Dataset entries
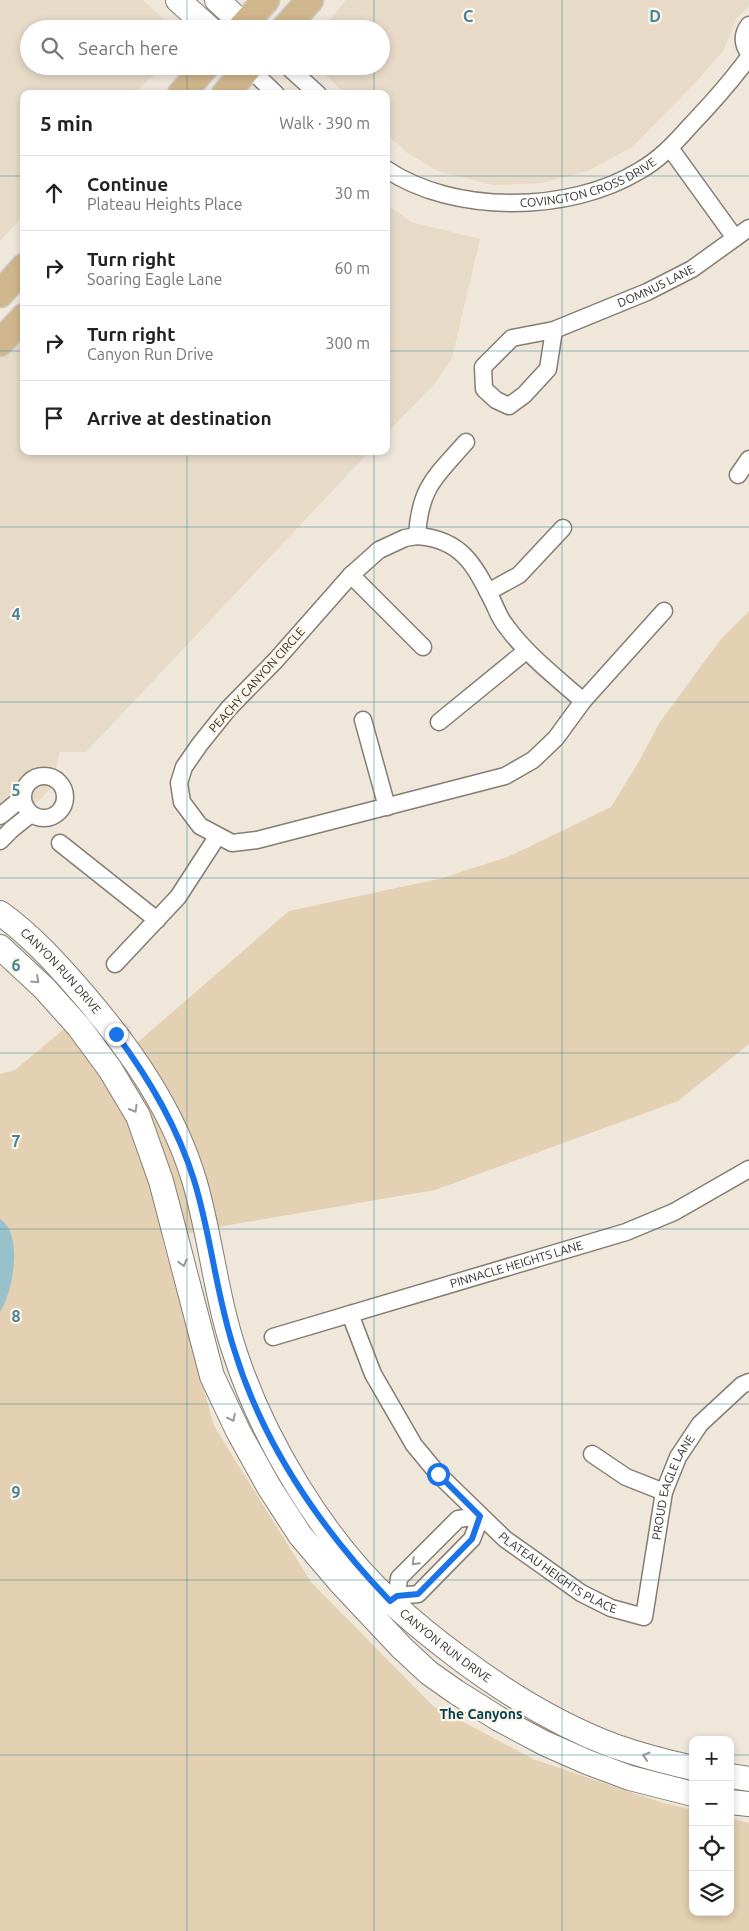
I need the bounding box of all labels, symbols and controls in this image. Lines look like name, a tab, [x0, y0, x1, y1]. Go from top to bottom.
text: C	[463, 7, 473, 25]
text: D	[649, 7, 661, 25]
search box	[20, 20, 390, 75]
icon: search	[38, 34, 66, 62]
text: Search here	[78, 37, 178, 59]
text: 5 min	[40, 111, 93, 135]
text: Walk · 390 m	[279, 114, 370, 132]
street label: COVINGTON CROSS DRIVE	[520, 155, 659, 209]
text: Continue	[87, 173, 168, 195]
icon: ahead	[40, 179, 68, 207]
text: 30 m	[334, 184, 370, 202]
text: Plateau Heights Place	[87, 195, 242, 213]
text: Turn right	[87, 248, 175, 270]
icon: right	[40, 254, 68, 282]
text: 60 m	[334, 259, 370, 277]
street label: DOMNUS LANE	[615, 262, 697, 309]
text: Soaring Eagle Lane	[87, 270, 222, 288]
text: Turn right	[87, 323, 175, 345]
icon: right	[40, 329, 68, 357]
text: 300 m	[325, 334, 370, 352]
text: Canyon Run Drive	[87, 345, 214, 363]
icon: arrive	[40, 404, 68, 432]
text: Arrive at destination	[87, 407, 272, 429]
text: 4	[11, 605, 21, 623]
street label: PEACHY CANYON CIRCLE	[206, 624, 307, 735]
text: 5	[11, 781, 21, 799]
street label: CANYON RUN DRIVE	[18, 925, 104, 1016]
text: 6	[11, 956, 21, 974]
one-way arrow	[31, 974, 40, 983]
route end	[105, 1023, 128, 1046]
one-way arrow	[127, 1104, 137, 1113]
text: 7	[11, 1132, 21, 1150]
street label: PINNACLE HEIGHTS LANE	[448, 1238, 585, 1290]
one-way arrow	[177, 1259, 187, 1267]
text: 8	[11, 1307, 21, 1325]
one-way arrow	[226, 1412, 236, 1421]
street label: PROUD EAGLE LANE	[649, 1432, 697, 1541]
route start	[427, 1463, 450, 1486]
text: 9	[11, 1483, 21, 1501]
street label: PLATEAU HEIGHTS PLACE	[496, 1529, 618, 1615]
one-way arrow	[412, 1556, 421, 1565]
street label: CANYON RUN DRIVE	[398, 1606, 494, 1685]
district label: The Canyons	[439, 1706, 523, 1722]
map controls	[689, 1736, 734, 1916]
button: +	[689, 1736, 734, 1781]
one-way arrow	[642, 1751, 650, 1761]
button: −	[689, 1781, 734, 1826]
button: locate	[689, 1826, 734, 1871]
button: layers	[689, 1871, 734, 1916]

TASK >> Restate the records above word for word, without the pictures.

SOLUTION FOR THIS EXERCISE >>
I need the bounding box of all labels, symbols and controls in this image. Lines look like name, a tab, [x0, y0, x1, y1]. Go from top to bottom.
text: C	[463, 7, 473, 25]
text: D	[649, 7, 661, 25]
search box	[20, 20, 390, 75]
icon: search	[38, 34, 66, 62]
text: Search here	[78, 37, 178, 59]
text: 5 min	[40, 111, 93, 135]
text: Walk · 390 m	[279, 114, 370, 132]
street label: COVINGTON CROSS DRIVE	[520, 155, 659, 209]
text: Continue	[87, 173, 168, 195]
icon: ahead	[40, 179, 68, 207]
text: 30 m	[334, 184, 370, 202]
text: Plateau Heights Place	[87, 195, 242, 213]
text: Turn right	[87, 248, 175, 270]
icon: right	[40, 254, 68, 282]
text: 60 m	[334, 259, 370, 277]
street label: DOMNUS LANE	[615, 262, 697, 309]
text: Soaring Eagle Lane	[87, 270, 222, 288]
text: Turn right	[87, 323, 175, 345]
icon: right	[40, 329, 68, 357]
text: 300 m	[325, 334, 370, 352]
text: Canyon Run Drive	[87, 345, 214, 363]
icon: arrive	[40, 404, 68, 432]
text: Arrive at destination	[87, 407, 272, 429]
text: 4	[11, 605, 21, 623]
street label: PEACHY CANYON CIRCLE	[206, 624, 307, 735]
text: 5	[11, 781, 21, 799]
street label: CANYON RUN DRIVE	[18, 925, 104, 1016]
text: 6	[11, 956, 21, 974]
one-way arrow	[31, 974, 40, 983]
route end	[105, 1023, 128, 1046]
one-way arrow	[127, 1104, 137, 1113]
text: 7	[11, 1132, 21, 1150]
street label: PINNACLE HEIGHTS LANE	[448, 1238, 585, 1290]
one-way arrow	[177, 1259, 187, 1267]
text: 8	[11, 1307, 21, 1325]
one-way arrow	[226, 1412, 236, 1421]
street label: PROUD EAGLE LANE	[649, 1432, 697, 1541]
route start	[427, 1463, 450, 1486]
text: 9	[11, 1483, 21, 1501]
street label: PLATEAU HEIGHTS PLACE	[496, 1529, 618, 1615]
one-way arrow	[412, 1556, 421, 1565]
street label: CANYON RUN DRIVE	[398, 1606, 494, 1685]
district label: The Canyons	[439, 1706, 523, 1722]
map controls	[689, 1736, 734, 1916]
button: +	[689, 1736, 734, 1781]
one-way arrow	[642, 1751, 650, 1761]
button: −	[689, 1781, 734, 1826]
button: locate	[689, 1826, 734, 1871]
button: layers	[689, 1871, 734, 1916]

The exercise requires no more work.